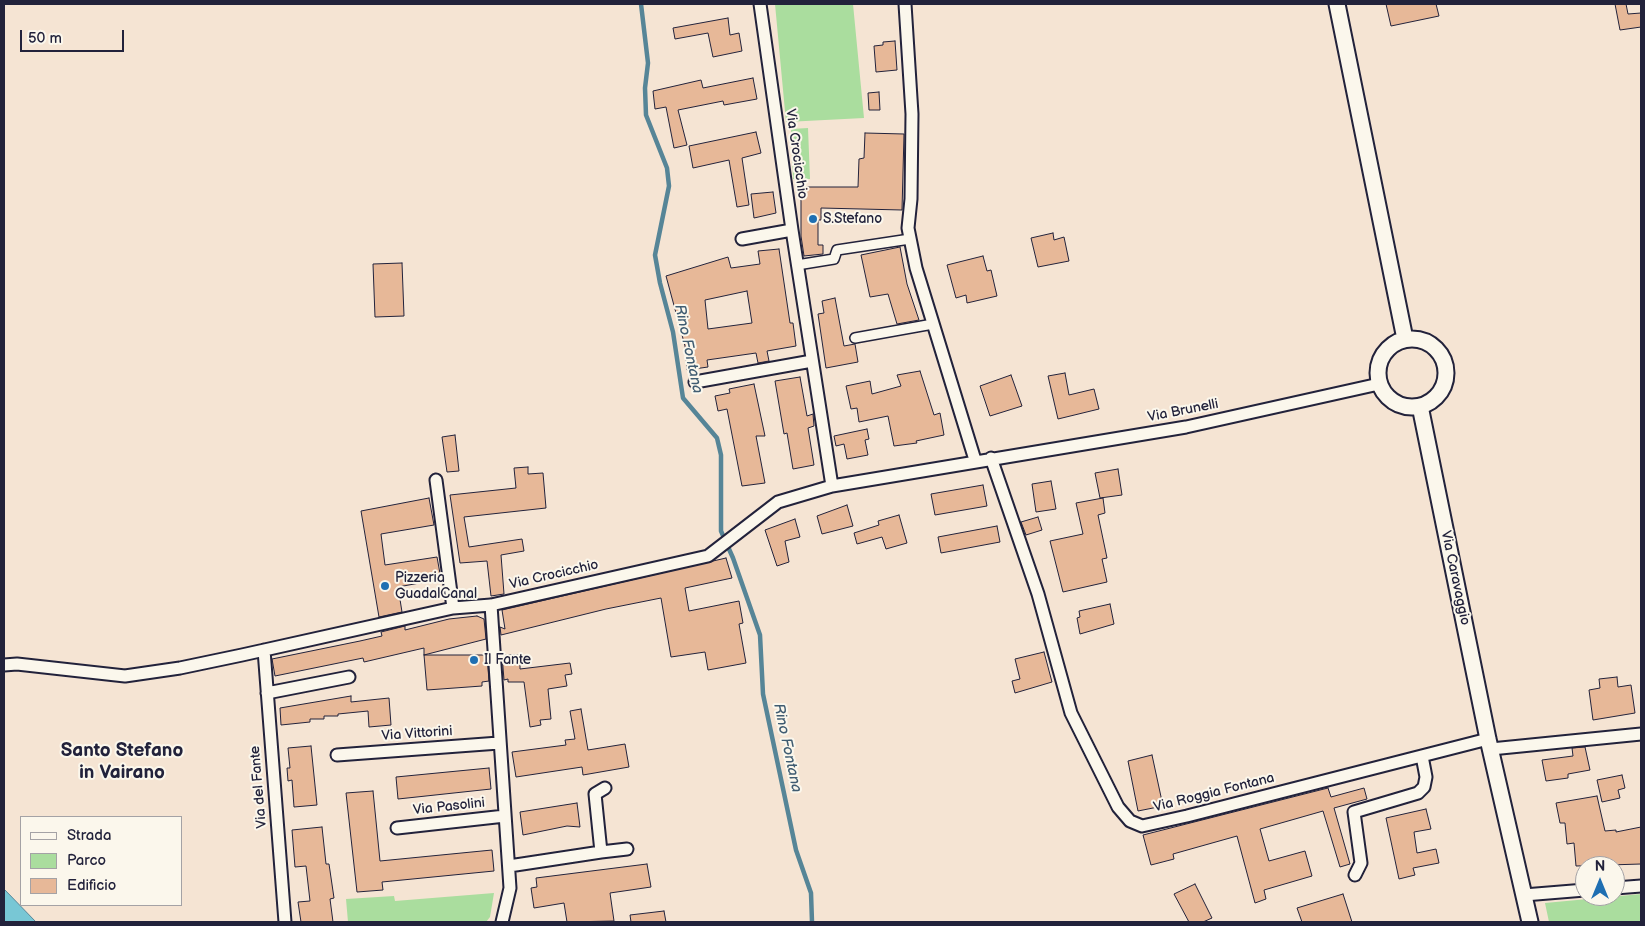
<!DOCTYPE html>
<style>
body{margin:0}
#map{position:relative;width:1645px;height:926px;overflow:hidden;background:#f5e4d3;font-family:"Balsamiq Sans",sans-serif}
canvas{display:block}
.frame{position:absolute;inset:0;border:5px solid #22223b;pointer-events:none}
.legend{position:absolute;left:20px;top:816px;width:162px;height:90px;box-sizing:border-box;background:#fbf7ec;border:1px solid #a4a2a5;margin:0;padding:6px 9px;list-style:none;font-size:15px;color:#22223b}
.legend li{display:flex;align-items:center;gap:10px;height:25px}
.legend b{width:25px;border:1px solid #a4a2a5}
.north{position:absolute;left:1575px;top:856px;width:50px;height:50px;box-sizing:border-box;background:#fbf7ec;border:1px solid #a4a2a5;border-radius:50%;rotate:0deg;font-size:14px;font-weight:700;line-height:20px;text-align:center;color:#22223b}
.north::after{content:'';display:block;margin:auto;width:18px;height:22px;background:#1f6fb2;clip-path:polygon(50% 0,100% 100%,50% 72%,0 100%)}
.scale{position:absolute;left:20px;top:30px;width:104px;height:22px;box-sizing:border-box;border:2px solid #22223b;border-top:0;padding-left:6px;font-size:15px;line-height:18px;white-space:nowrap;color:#22223b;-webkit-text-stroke:4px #fbf7ec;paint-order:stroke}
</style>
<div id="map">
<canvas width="1645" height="926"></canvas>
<div class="frame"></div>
<ul class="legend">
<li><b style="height:6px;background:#fbf7ec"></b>Strada</li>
<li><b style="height:14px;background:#aadd9e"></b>Parco</li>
<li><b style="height:14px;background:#e7b898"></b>Edificio</li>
</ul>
<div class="north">N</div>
<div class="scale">50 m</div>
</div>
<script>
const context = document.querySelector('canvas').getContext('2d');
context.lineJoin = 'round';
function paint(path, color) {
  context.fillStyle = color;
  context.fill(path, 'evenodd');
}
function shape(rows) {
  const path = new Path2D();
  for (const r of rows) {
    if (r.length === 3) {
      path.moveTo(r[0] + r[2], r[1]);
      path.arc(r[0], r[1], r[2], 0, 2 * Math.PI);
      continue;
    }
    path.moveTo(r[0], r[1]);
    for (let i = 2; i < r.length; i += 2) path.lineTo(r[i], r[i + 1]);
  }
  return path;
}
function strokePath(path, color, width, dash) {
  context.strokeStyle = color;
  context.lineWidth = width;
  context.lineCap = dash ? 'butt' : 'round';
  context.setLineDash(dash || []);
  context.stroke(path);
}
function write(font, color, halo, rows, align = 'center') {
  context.font = font + ' "Balsamiq Sans",sans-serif';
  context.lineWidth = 4;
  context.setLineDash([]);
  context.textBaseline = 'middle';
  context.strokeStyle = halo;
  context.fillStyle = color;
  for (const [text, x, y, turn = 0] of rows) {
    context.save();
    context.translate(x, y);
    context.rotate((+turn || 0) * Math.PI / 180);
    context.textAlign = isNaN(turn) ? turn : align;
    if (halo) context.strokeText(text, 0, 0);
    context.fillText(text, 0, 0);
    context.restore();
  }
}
const green = shape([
 [775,4,853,4,864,118,786,122],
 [808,128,810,179,793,179,791,129],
 [494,893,490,917,486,922,348,922,346,899,394,896,395,901],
 [1641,894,1641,922,1549,922,1545,903]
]);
const water = shape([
 [4,889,36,922,4,922,4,889]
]);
const stream = shape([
 [641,4,648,63,645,88,646,115,667,168,669,186,655,255,660,283,673,332,683,398,717,438,721,455,721,531,733,558,760,635,763,694,796,850,811,893,812,922]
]);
const building = shape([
 [1386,4,1436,4,1439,16,1391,26,1386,4],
 [1615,4,1626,4,1628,14,1641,13,1641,27,1620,30,1615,4],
 [728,18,730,35,739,33,742,51,713,57,708,33,675,39,673,28,728,18],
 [895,41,897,70,876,72,874,46,883,45,883,42,895,41],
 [753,78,757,99,724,105,723,101,678,110,687,145,674,148,666,107,655,109,653,91,701,80,703,88,753,78],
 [879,92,880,110,869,110,868,93,879,92],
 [756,132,761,153,742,158,749,205,737,207,729,160,693,168,689,146,756,132],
 [865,133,904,134,902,210,821,208,821,220,818,220,818,245,823,245,823,254,804,256,801,236,801,187,858,187,859,159,864,158,865,133],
 [773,192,776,213,754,218,751,194,773,192],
 [1053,233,1054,240,1064,237,1069,261,1038,267,1031,238,1053,233],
 [900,247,907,284,919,320,897,324,888,294,870,297,861,255,900,247],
 [779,249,790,323,793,323,796,346,767,351,769,361,758,363,756,353,707,360,708,367,687,370,685,346,666,276,728,257,731,268,760,264,758,251,779,249],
 [747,291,752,323,708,329,705,300,747,291],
 [983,256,987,271,991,270,997,296,967,303,966,295,956,298,947,265,983,256],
 [402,263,404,316,375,317,373,264,402,263],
 [835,298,844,346,855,344,858,362,826,368,818,314,824,313,822,301,835,298],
 [920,371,934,415,940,413,944,435,916,441,917,443,894,446,888,416,859,422,857,408,851,409,846,386,870,381,872,394,901,386,897,375,920,371],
 [1065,373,1069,395,1094,389,1099,409,1058,419,1048,376,1065,373],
 [1011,375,1022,406,990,416,980,386,1011,375],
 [800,377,807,416,813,414,814,426,808,428,814,465,793,469,787,433,784,434,775,381,800,377],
 [754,384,765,436,756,436,765,483,742,486,727,409,718,411,715,396,730,393,729,389,754,384],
 [867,429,869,439,865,440,868,455,847,459,844,444,836,446,834,436,867,429],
 [455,435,459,471,447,472,442,437,455,435],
 [528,467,528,474,543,473,546,508,464,517,469,547,522,539,524,551,501,555,504,594,491,596,487,561,460,563,450,495,516,488,514,468,528,467],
 [1118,469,1122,495,1100,498,1095,473,1118,469],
 [1051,481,1056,509,1036,512,1032,484,1051,481],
 [983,485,987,506,935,515,931,494,983,485],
 [429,498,434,525,381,534,385,565,437,557,441,579,398,587,402,612,379,617,361,511,429,498],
 [1103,498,1105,513,1098,515,1107,558,1102,559,1107,582,1063,592,1050,541,1083,534,1076,503,1103,498],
 [847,505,853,526,822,534,817,516,847,505],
 [899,515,907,543,886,549,882,537,857,544,854,533,879,525,878,521,899,515],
 [1038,517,1042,530,1026,535,1021,522,1038,517],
 [795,519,800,537,785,541,789,562,777,566,765,530,795,519],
 [997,526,1000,542,941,553,938,537,997,526],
 [726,558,732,578,685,588,689,611,739,601,743,623,739,624,746,663,708,670,705,652,671,657,661,598,606,609,501,635,500,627,505,629,502,610,726,558],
 [1110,604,1114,624,1080,634,1077,618,1080,617,1079,611,1110,604],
 [477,616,484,619,486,639,424,655,424,648,364,662,363,658,275,676,272,659,360,641,382,636,381,632,405,626,405,630,449,619,477,616],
 [1044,652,1052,682,1015,693,1012,681,1020,679,1015,659,1044,652],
 [424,655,487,655,489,681,482,682,482,686,427,690,424,655],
 [502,655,520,655,520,669,570,663,572,674,565,675,567,686,548,689,551,719,540,720,541,725,530,727,524,682,508,682,508,679,504,680,502,655],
 [1617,677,1618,687,1631,685,1635,713,1593,720,1589,690,1600,688,1599,679,1617,677],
 [351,696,351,702,389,698,391,725,369,727,368,711,338,714,338,716,324,716,324,719,310,719,310,722,281,725,280,708,351,696],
 [581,709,588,750,625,744,629,767,583,775,582,767,516,777,512,752,566,745,565,740,575,739,570,711,581,709],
 [311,746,317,805,294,807,292,780,288,781,287,768,290,768,288,748,311,746],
 [1585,747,1590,770,1568,774,1568,778,1546,781,1542,760,1573,756,1572,748,1585,747],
 [1152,755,1163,806,1138,811,1128,761,1152,755],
 [489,768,491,789,398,799,396,777,489,768],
 [1622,775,1625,788,1618,790,1620,798,1602,802,1597,780,1622,775],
 [1328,788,1331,797,1364,788,1367,799,1334,808,1350,864,1340,867,1323,811,1260,829,1269,861,1305,851,1312,876,1264,890,1266,899,1255,903,1237,836,1173,854,1174,859,1151,865,1143,835,1328,788],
 [373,791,380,861,492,850,494,871,382,882,383,890,357,892,346,793,373,791],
 [1597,796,1605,831,1616,830,1616,832,1641,827,1641,864,1576,866,1574,843,1567,844,1565,823,1560,823,1556,803,1597,796],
 [577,803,580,827,567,826,523,835,520,812,577,803],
 [1426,809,1431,829,1414,832,1417,853,1436,849,1439,863,1413,868,1415,875,1399,879,1386,818,1426,809],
 [322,827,326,864,329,864,334,898,330,899,333,922,301,922,298,902,310,901,306,866,295,867,292,830,322,827],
 [647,864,651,887,610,893,614,921,567,922,564,903,534,908,531,888,537,887,536,878,647,864],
 [1195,884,1212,918,1203,922,1189,922,1174,894,1195,884],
 [1343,894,1352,922,1302,922,1297,908,1343,894],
 [664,911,666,922,631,922,630,915,664,911]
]);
const pedestrian = shape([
 [797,265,834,259,837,250,910,239],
 [855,338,933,324]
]);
const minor = shape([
 [760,4,792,230,832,486],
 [905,4,912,114,911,199,908,228,916,268,975,460],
 [742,239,792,230],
 [695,382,812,361],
 [991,458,1038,594,1071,713,1118,807,1130,821,1142,826,1187,816,1488,739],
 [436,480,453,608],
 [491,605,510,888,502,922],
 [264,650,285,922],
 [4,665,17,664,125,676,180,668,242,655,453,608,491,605,708,556,778,502,832,486,1186,427,1379,384],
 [267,693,349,677],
 [1491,749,1641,734],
 [337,755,499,743],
 [397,828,505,816],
 [601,852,627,849],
 [509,866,601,852,595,794,605,788],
 [1355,875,1361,863,1354,812,1418,793,1424,787,1426,777,1422,756],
 [1615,888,1641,886],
 [1524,895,1585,890]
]);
const tertiary = shape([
 [1337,4,1405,339],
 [1412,373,34],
 [1420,406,1488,739,1530,922]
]);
const markers = [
 [813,219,5,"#1f6fb2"],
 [385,586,5,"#1f6fb2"],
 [474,660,5,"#1f6fb2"]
];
const streetNames = [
 ["Via Crocicchio",796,154,82],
 ["Via Brunelli",1183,411,-11],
 ["Via Crocicchio",554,575,-13],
 ["Via Caravaggio",1455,578,78],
 ["Via Vittorini",417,734,-4],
 ["Via del Fante",259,787,-95],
 ["Via Roggia Fontana",1214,793,-14],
 ["Via Pasolini",449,807,-6]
];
const poiNames = [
 ["S.Stefano",823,219],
 ["Pizzeria",395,578],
 ["GuadalCanal",395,594],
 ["Il Fante",484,660]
];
const waterNames = [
 ["Rino Fontana",688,349,78],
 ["Rino Fontana",787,748,78]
];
const districtNames = [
 ["Santo Stefano",122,751],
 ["in Vairano",122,773]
];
paint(green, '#aadd9e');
paint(water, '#78c7d5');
strokePath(water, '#568597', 1);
strokePath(stream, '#568597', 4.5);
paint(building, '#e7b898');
strokePath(building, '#22223b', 1);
strokePath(pedestrian, '#22223b', 12);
strokePath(minor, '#22223b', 15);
strokePath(tertiary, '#22223b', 19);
strokePath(pedestrian, '#fbf7ec', 9);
strokePath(minor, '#fbf7ec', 11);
strokePath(tertiary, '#fbf7ec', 15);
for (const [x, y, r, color] of markers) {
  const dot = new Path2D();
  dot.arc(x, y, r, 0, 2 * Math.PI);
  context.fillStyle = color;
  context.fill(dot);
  strokePath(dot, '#fbf7ec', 2);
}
write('14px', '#22223b', '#fbf7ec', streetNames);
write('14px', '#22223b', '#fbf7ec', poiNames, 'left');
write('italic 15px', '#405c71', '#fbf7ec', waterNames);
write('bold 19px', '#22223b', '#fbf7ec', districtNames);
</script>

» **ABOUT THIS EXERCISE**: Everything from the line containing "context.lineJoin = 'round';" through the line containing "path.moveTo(r[0], r[1]);" in the material above should be retyped exactly, both ends included, and nothing more.

» **OUTPUT FOR THIS TASK**:
context.lineJoin = 'round';
function paint(path, color) {
  context.fillStyle = color;
  context.fill(path, 'evenodd');
}
function shape(rows) {
  const path = new Path2D();
  for (const r of rows) {
    if (r.length === 3) {
      path.moveTo(r[0] + r[2], r[1]);
      path.arc(r[0], r[1], r[2], 0, 2 * Math.PI);
      continue;
    }
    path.moveTo(r[0], r[1]);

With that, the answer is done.